Top of Working data

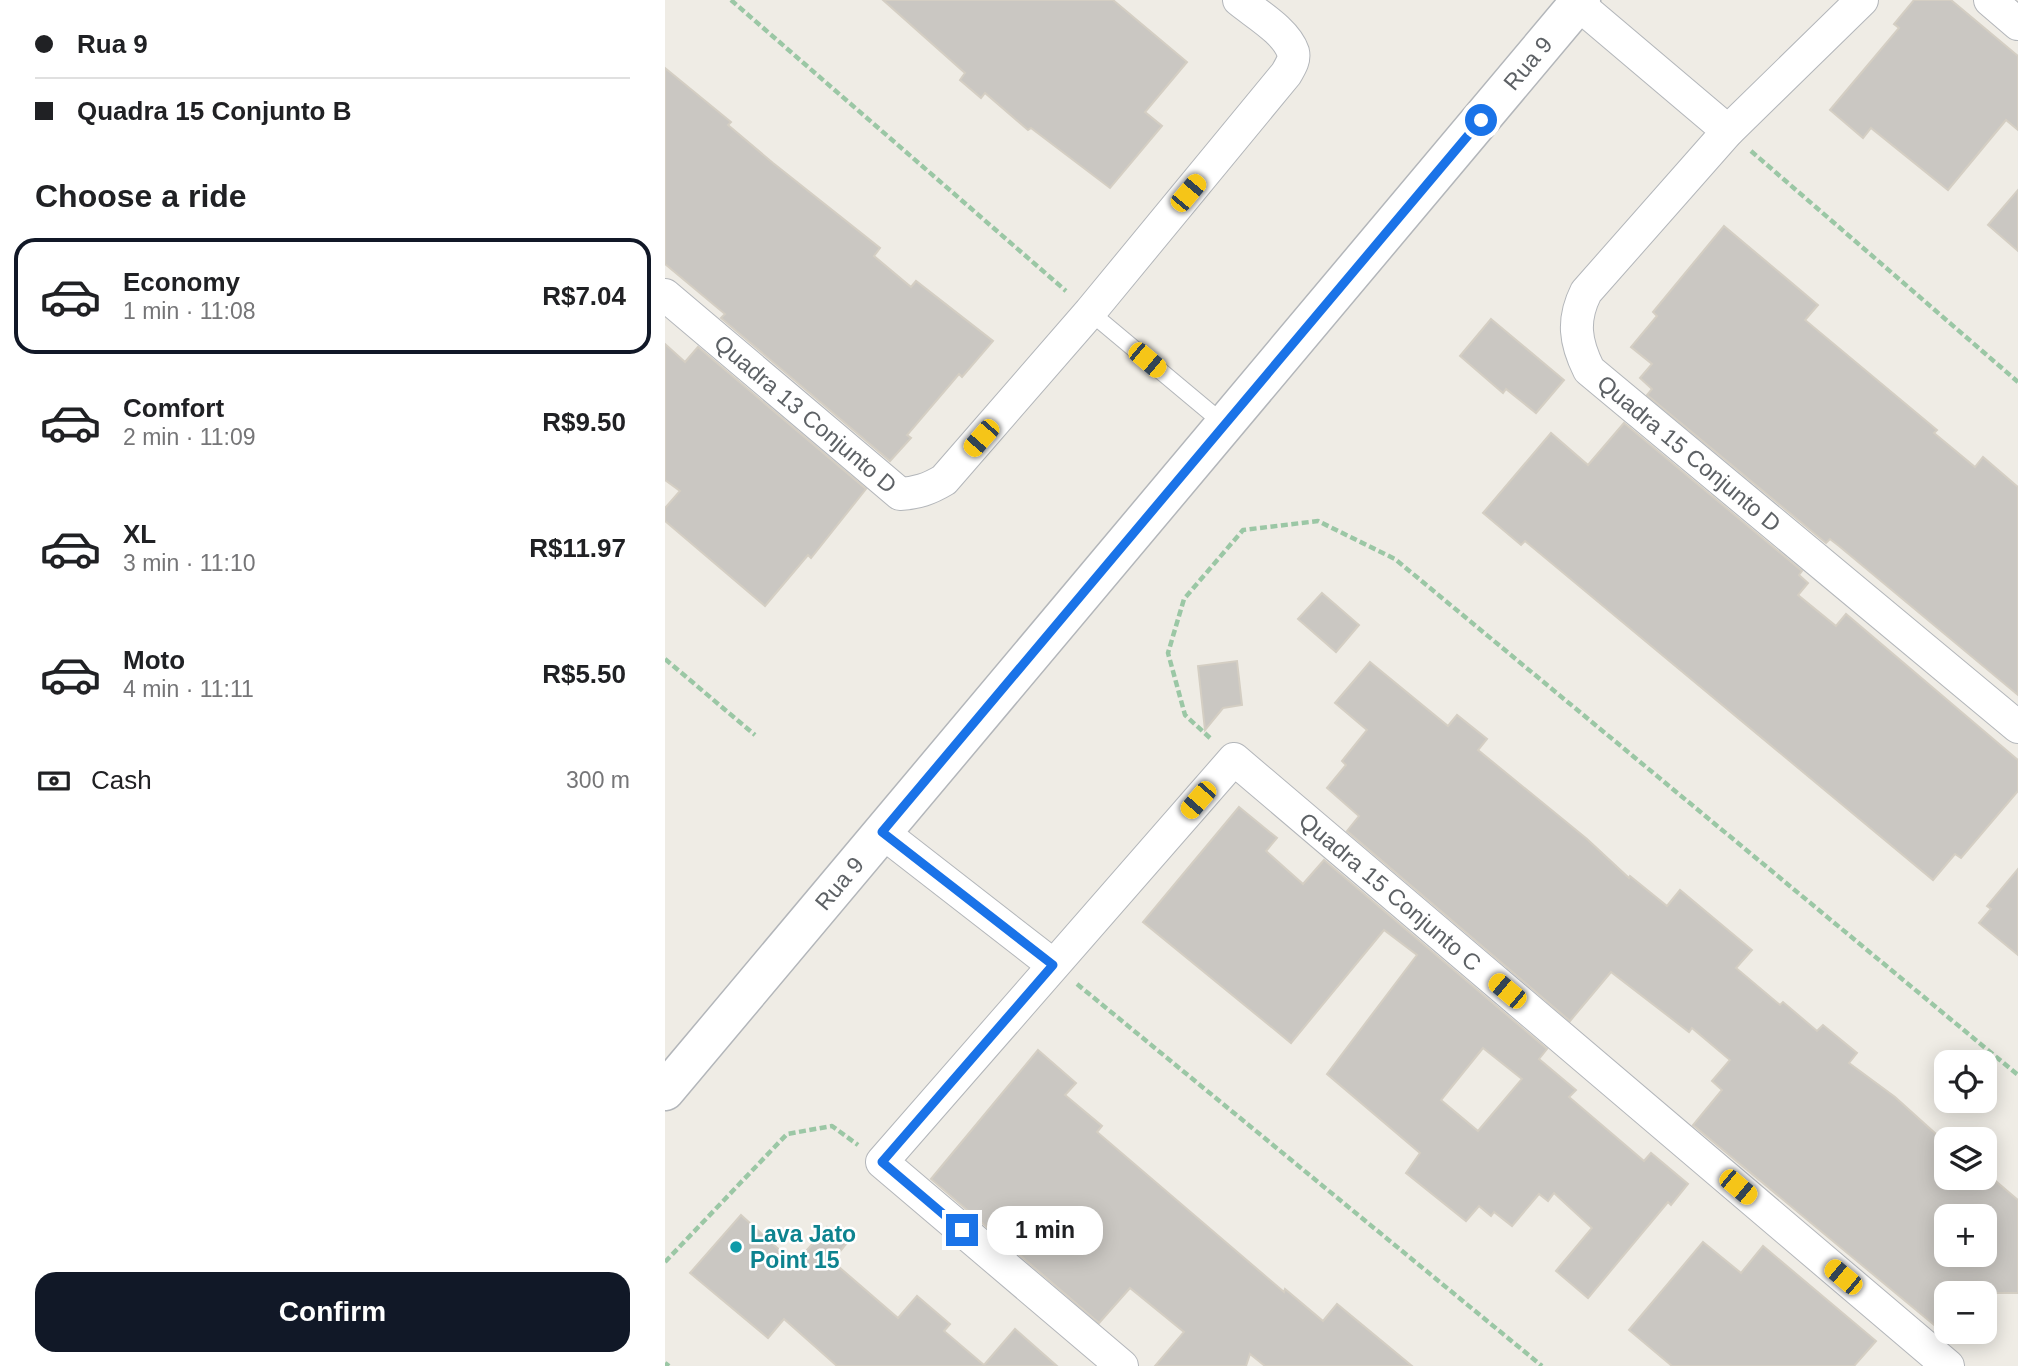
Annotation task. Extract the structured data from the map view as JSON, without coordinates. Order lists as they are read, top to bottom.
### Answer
{
  "streets": {
    "street": [
      "Rua 9",
      "Quadra 13 Conjunto D",
      "Quadra 15 Conjunto D",
      "Quadra 15 Conjunto C"
    ]
  },
  "places": ["Lava Jato Point 15"],
  "page": {
    "banner": ["Rua 9", "Quadra 15 Conjunto B"],
    "heading": "Choose a ride",
    "list": [
      {
        "name": "Economy",
        "note": "1 min · 11:08",
        "value": "R$7.04"
      },
      {
        "name": "Comfort",
        "note": "2 min · 11:09",
        "value": "R$9.50"
      },
      {
        "name": "XL",
        "note": "3 min · 11:10",
        "value": "R$11.97"
      },
      {
        "name": "Moto",
        "note": "4 min · 11:11",
        "value": "R$5.50"
      }
    ],
    "pay": ["Cash", "300 m"],
    "map_buttons": ["+", "−"],
    "bubble": "1 min",
    "buttons": "Confirm"
  }
}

Bottom of Working data

* [About this exercise]:
Make an exact copy of the listing, with no images in it.

* [Reply to the task]:
Annotation task. Extract the structured data from the map view as JSON, without coordinates. Order lists as they are read, top to bottom.
### Answer
{
  "streets": {
    "street": [
      "Rua 9",
      "Quadra 13 Conjunto D",
      "Quadra 15 Conjunto D",
      "Quadra 15 Conjunto C"
    ]
  },
  "places": ["Lava Jato Point 15"],
  "page": {
    "banner": ["Rua 9", "Quadra 15 Conjunto B"],
    "heading": "Choose a ride",
    "list": [
      {
        "name": "Economy",
        "note": "1 min · 11:08",
        "value": "R$7.04"
      },
      {
        "name": "Comfort",
        "note": "2 min · 11:09",
        "value": "R$9.50"
      },
      {
        "name": "XL",
        "note": "3 min · 11:10",
        "value": "R$11.97"
      },
      {
        "name": "Moto",
        "note": "4 min · 11:11",
        "value": "R$5.50"
      }
    ],
    "pay": ["Cash", "300 m"],
    "map_buttons": ["+", "−"],
    "bubble": "1 min",
    "buttons": "Confirm"
  }
}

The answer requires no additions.